| TASK DIRECTIONS |
Your task is to repeat the entries underneath exactly, minus the pictures.

| PROVIDED ENTRIES |
Content starts

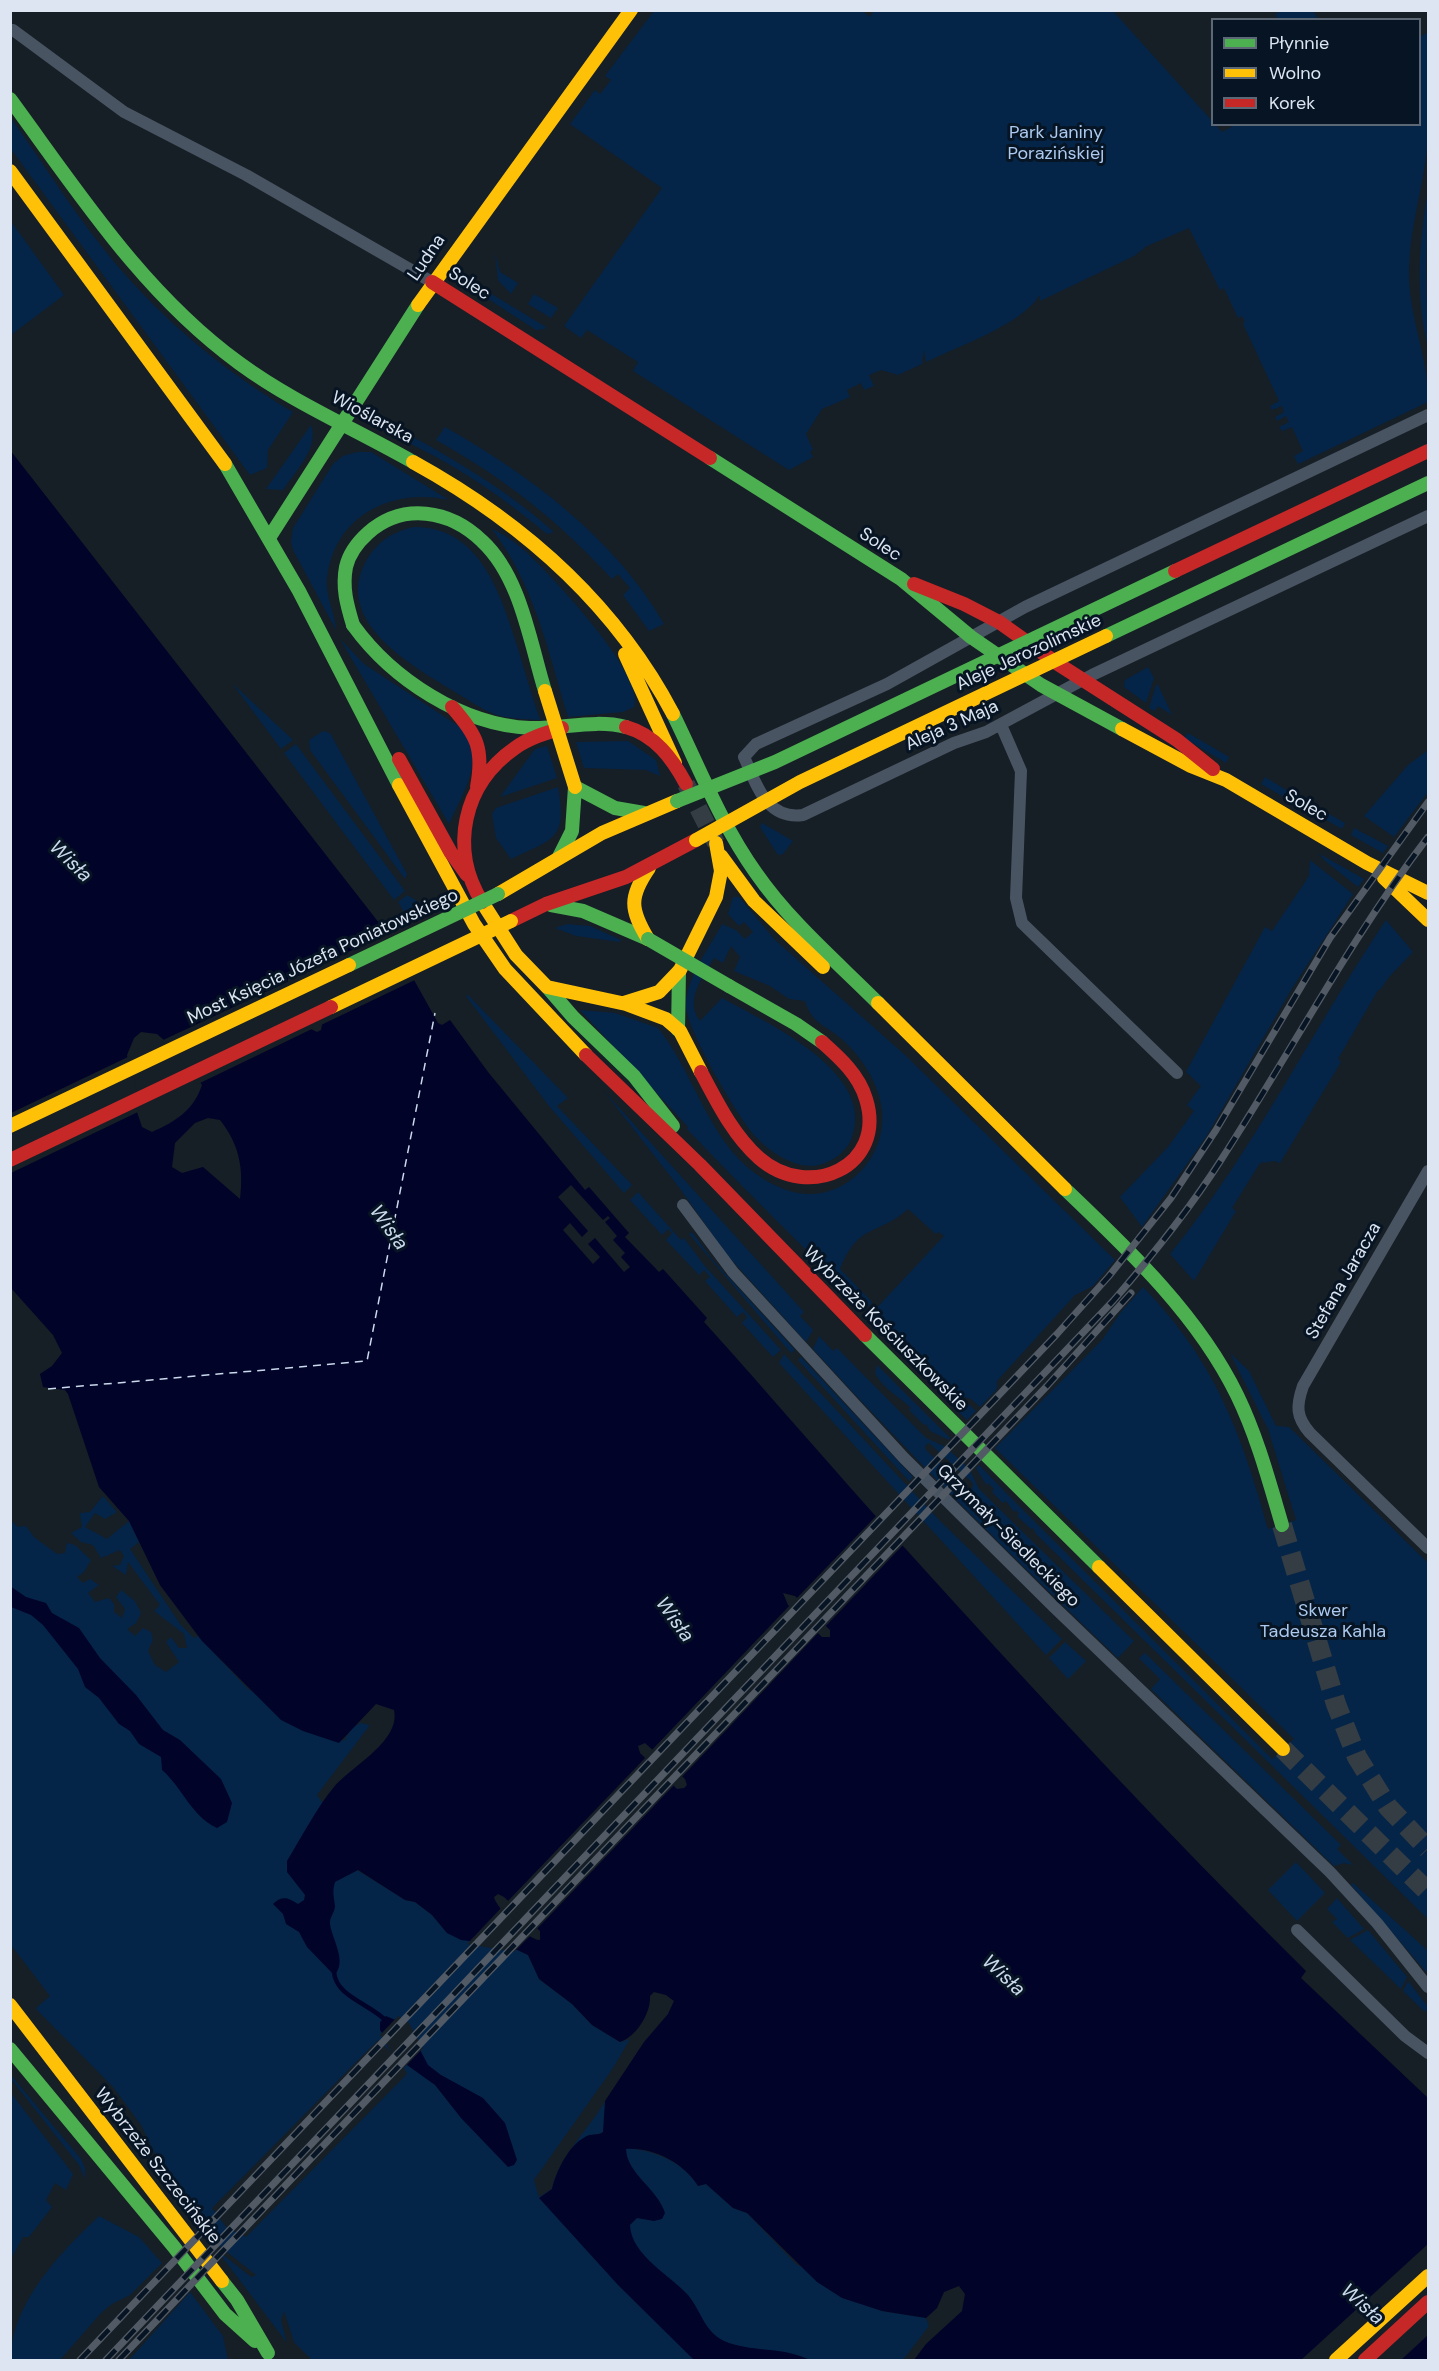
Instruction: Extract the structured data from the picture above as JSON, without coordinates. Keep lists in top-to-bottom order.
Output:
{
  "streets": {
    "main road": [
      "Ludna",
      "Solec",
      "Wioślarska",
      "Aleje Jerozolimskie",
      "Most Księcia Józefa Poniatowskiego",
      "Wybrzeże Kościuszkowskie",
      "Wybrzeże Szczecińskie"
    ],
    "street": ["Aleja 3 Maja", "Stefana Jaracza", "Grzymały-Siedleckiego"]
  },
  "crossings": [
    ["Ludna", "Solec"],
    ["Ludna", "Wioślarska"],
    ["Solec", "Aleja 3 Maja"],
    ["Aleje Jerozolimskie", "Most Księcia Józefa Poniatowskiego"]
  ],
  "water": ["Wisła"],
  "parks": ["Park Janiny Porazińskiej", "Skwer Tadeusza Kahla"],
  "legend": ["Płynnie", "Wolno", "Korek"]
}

Content ends

| FINISHED TASK |
Instruction: Extract the structured data from the picture above as JSON, without coordinates. Keep lists in top-to-bottom order.
Output:
{
  "streets": {
    "main road": [
      "Ludna",
      "Solec",
      "Wioślarska",
      "Aleje Jerozolimskie",
      "Most Księcia Józefa Poniatowskiego",
      "Wybrzeże Kościuszkowskie",
      "Wybrzeże Szczecińskie"
    ],
    "street": ["Aleja 3 Maja", "Stefana Jaracza", "Grzymały-Siedleckiego"]
  },
  "crossings": [
    ["Ludna", "Solec"],
    ["Ludna", "Wioślarska"],
    ["Solec", "Aleja 3 Maja"],
    ["Aleje Jerozolimskie", "Most Księcia Józefa Poniatowskiego"]
  ],
  "water": ["Wisła"],
  "parks": ["Park Janiny Porazińskiej", "Skwer Tadeusza Kahla"],
  "legend": ["Płynnie", "Wolno", "Korek"]
}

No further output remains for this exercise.